The multi-walled carbon nanotubes (MWNTs, diameters: 20–40 nm, purity: 95–98%) prepared by the catalytic decomposition of CH4 were provided by Shengzhen Nanotech Port Ltd. Co (China). Methanol and Tetrahydrofuran were used after distillation. Other reagents were analytical and used without purification. Glycine-N-8-quinolylamide (GNQ) was synthesized according to the known method .
Purification of MWNTs
In a typical experiment, 300 mg pristine-MWNTs were added to a 180 mL 3:1 mixture of concentrated H2SO4and HNO3. The mixture was treated in an ultrasonic bath (40 kHz) for 20 min and stirred at 60 °C for 4 h under reflux. Then, the mixture was vacuum-filtered through a 0.22 μm Millipore polytetrafluoroethylene membrane and washed with distilled water until pH of the filtrate was 7. The filter cake was dried under vacuum at 40 °C for 24 h to obtain MWNTs-COOH.
Functionalization of MWNTs (Scheme 1)
The acid-treated MWNTs-COOH of 200 mg was reacted with 20 mL SOCl2for 24 h under reflux, and then the residual SOCl2was removed by the reduced pressure distillation, the solid was washed with anhydrous THF several times until the brown-colored supernatant became to colorless. The remaining solid acyl chloride-functionalized MWNTs (MWNTs-COCl) was dried under vacuum at 20 °C for 24 h.
MWNTs-COCl of 100 mg was dispersed in 10 mL anhydrous chloroform and the mixture was sonicated for 20 min to create a homogeneous suspension. The mixture was added with 50 mg GNQ under a nitrogen atmosphere, and then immersed in an oil bath at 70 °C accompained by mechanical stirring for 24 h. The resulting reaction medium was vacuum-filtered through a 0.22 μm polycarbonate membrane three times to yield MWNTs-GNQ.
All the reactions in the experimental procedure were carried out under a nitrogen atmosphere.

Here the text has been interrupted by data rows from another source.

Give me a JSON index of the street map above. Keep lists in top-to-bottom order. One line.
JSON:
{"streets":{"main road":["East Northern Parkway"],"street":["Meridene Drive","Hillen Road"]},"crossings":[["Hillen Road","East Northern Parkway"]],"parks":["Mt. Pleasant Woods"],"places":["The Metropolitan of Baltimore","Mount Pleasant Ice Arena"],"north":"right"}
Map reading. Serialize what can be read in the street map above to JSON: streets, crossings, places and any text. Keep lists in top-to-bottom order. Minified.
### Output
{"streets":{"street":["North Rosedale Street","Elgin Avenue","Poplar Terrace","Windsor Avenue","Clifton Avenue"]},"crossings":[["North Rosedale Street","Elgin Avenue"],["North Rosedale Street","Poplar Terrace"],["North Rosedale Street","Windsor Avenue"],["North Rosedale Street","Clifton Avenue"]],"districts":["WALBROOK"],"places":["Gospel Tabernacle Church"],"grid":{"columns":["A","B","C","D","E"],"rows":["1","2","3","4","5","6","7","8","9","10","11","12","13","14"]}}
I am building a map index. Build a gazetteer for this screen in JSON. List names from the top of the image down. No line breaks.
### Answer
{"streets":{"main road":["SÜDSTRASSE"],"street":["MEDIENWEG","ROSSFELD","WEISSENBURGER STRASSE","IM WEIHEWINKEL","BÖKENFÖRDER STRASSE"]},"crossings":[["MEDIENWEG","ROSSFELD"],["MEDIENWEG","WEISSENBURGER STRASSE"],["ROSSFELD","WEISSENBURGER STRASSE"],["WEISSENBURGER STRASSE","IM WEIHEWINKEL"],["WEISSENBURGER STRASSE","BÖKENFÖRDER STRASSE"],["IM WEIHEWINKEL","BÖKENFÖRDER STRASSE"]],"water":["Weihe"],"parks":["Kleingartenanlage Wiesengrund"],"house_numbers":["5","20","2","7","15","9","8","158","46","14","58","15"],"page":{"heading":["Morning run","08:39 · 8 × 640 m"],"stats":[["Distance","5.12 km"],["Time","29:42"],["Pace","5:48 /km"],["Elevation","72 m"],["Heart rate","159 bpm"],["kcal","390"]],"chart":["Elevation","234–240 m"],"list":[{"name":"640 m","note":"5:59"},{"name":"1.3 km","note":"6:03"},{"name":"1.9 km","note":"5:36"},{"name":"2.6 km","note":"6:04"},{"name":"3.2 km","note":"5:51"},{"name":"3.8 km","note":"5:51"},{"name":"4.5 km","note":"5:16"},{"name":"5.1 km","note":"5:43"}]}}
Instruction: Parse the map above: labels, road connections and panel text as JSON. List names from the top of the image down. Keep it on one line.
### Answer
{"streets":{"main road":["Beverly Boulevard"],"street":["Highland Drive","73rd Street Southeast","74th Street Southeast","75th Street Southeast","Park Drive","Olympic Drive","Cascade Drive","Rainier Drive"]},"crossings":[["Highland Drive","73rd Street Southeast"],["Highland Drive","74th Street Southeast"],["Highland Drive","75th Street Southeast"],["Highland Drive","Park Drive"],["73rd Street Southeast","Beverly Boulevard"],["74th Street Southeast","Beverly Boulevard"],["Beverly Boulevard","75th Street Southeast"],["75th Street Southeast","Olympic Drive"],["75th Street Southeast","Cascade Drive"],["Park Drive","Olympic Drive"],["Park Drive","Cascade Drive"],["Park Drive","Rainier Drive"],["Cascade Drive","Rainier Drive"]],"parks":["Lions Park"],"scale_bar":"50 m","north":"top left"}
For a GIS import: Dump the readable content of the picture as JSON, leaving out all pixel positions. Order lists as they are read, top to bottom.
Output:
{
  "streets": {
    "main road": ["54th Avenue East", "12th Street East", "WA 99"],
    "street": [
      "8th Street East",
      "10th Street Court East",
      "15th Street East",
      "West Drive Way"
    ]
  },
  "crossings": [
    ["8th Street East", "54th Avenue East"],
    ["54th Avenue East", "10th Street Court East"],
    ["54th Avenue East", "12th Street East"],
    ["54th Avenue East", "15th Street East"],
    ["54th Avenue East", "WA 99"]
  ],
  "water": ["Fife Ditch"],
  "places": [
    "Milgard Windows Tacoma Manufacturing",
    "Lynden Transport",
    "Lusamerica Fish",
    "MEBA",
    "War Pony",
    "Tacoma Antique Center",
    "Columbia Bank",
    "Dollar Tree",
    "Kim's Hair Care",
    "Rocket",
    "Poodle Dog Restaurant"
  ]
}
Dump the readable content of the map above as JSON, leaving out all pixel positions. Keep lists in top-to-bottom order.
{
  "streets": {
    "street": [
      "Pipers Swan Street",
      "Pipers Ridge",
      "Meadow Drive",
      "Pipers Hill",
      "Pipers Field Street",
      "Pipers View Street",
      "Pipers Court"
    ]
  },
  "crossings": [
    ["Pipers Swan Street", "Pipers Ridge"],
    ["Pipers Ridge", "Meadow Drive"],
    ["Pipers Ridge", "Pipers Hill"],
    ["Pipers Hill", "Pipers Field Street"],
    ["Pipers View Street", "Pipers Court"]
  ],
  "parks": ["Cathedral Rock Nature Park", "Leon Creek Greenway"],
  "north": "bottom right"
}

Characterization and Test of the Materials
Fourier transform infrared (FTIR) spectrometer (Bruker IFS66/S), Dupont-1090 Thermal gravimetric analysis (TGA) instrument and Gmbh Varioel Elementar Analysensyteme were used to characterize the materials. Perkin Elmer LS 55 spectrofluorimeter was used to obtain the fluorescence spectra of the fluorescence material.
Results and Discussion
Figure 1shows the infrared spectra of a GNQ and b MWNTs-GNQ. In the FTIR spectrum of GNQ, the absorption peaks at 3383.64 cm−1, 3290.48 cm−1(–NH2), 2890.5 cm−1(C–H), 1658.27 cm−1(C=O), 1593.29 cm−1(N–H), 1523.3 cm−1(C–C), and 1059.01 cm−1(C–N) are found. Comparing with the FTIR spectrum of GNQ, the characteristic peaks of amino groups in the spectrum of MWNTs-GNQ disappeared, demonstrating that the amino groups on GNQ have reacted with acyl chloride groups on the surface of MWNTs. A new peak that appeared around 1686 cm−1is attributed to the amide carbonyl (C=O) stretch. Another new peak at 1629.87 cm−1is attributed to secondary amide band which accompanies the absorption at 1686 cm−1. Another peak at 1082.47 cm−1attributed to (C–N) has also been found, and it has obviously been enhanced. The results indicate that GNQ has been grafted to the surface of MWNTs.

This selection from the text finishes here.